The error I'm getting:
Exception in thread "main" java.lang.ClassNotFoundException: file:///usr/lib/hadoop-mapreduce/hadoop-streaming-2.8.4.jar
at java.lang.Class.forName0(Native Method)
at java.lang.Class.forName(Class.java:264)
at com.google.cloud.hadoop.services.agent.job.shim.HadoopRunClassShim.main(HadoopRunClassShim.java:18)
Job output is complete
When I clone the failed job in the console and look at the REST equivalent this is what I see:
POST /v1/projects/project-id/regions/us-east1/jobs:submit/
{
"projectId": "project-id",
"job": {
"reference": {
"projectId": "project-id",
"jobId": "jobDoesNotWork"
},
"placement": {
"clusterName": "cluster-name",
"clusterUuid": "uuid"
},
"submittedBy": "[email protected]",
"jobUuid": "uuid",
"hadoopJob": {
"args": [
"-Dmapred.reduce.tasks=20",
"-Dmapred.output.compress=true",
"-Dmapred.compress.map.output=true",
"-Dstream.map.output.field.separator=,",
"-Dmapred.textoutputformat.separator=,",
"-Dmapred.output.compression.codec=org.apache.hadoop.io.compress.GzipCodec",
"-Dmapreduce.input.fileinputformat.split.minsize=268435456",
"-Dmapreduce.input.fileinputformat.split.maxsize=268435456",
"-mapper",
"/bin/cat",
"-reducer",
"/bin/cat",
"-inputformat",
"org.apache.hadoop.mapred.lib.CombineTextInputFormat",
"-outputformat",
"org.apache.hadoop.mapred.TextOutputFormat",
"-input",
"gs://input/path/",
"-output",
"gs://output/path/"
],
"mainJarFileUri": "file:///usr/lib/hadoop-mapreduce/hadoop-streaming-2.8.4.jar"
}
}
}
When I submit the job through the console it works.

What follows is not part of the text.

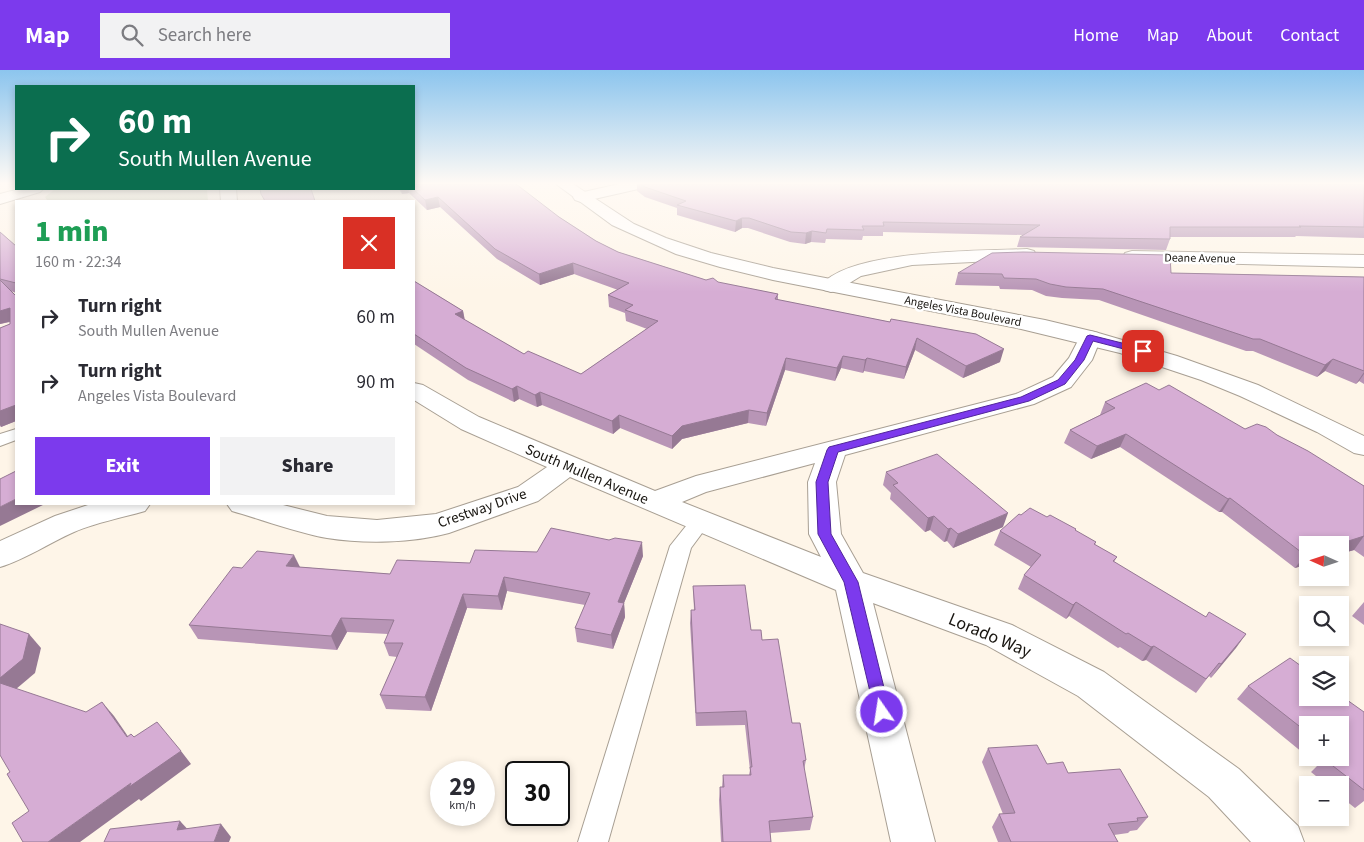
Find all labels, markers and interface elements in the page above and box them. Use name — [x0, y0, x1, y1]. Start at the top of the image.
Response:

The REST equivalent of that job:
POST /v1/projects/project-id/regions/us-east1/jobs:submit/
{
"projectId": "project-id",
"job": {
"reference": {
"projectId": "project-id,
"jobId": "jobDoesWork"
},
"placement": {
"clusterName": "cluster-name,
"clusterUuid": ""
},
"submittedBy": "[email protected]",
"jobUuid": "uuid",
"hadoopJob": {
"args": [
"-Dmapred.reduce.tasks=20",
"-Dmapred.output.compress=true",
"-Dmapred.compress.map.output=true",
"-Dstream.map.output.field.separator=,",
"-Dmapred.textoutputformat.separator=,",
"-Dmapred.output.compression.codec=org.apache.hadoop.io.compress.GzipCodec",
"-Dmapreduce.input.fileinputformat.split.minsize=268435456",
"-Dmapreduce.input.fileinputformat.split.maxsize=268435456",
"-mapper",
"/bin/cat",
"-reducer",
"/bin/cat",
"-inputformat",
"org.apache.hadoop.mapred.lib.CombineTextInputFormat",
"-outputformat",
"org.apache.hadoop.mapred.TextOutputFormat",
"-input",
"gs://input/path/",
"-output",
"gs://output/path/"
],
"mainJarFileUri": "file:///usr/lib/hadoop-mapreduce/hadoop-streaming-2.8.4.jar"
}
}
}
I ssh’ed into the box and confirmed that the file is, in fact, present. The only difference I can really see is the “submittedBy”. One works, one doesn't. I'm guessing this is a permission thing, but I cannot seem to tell where the permissions are being pulled from in each scenario. In both cases, the Dataproc cluster is created with the same service account.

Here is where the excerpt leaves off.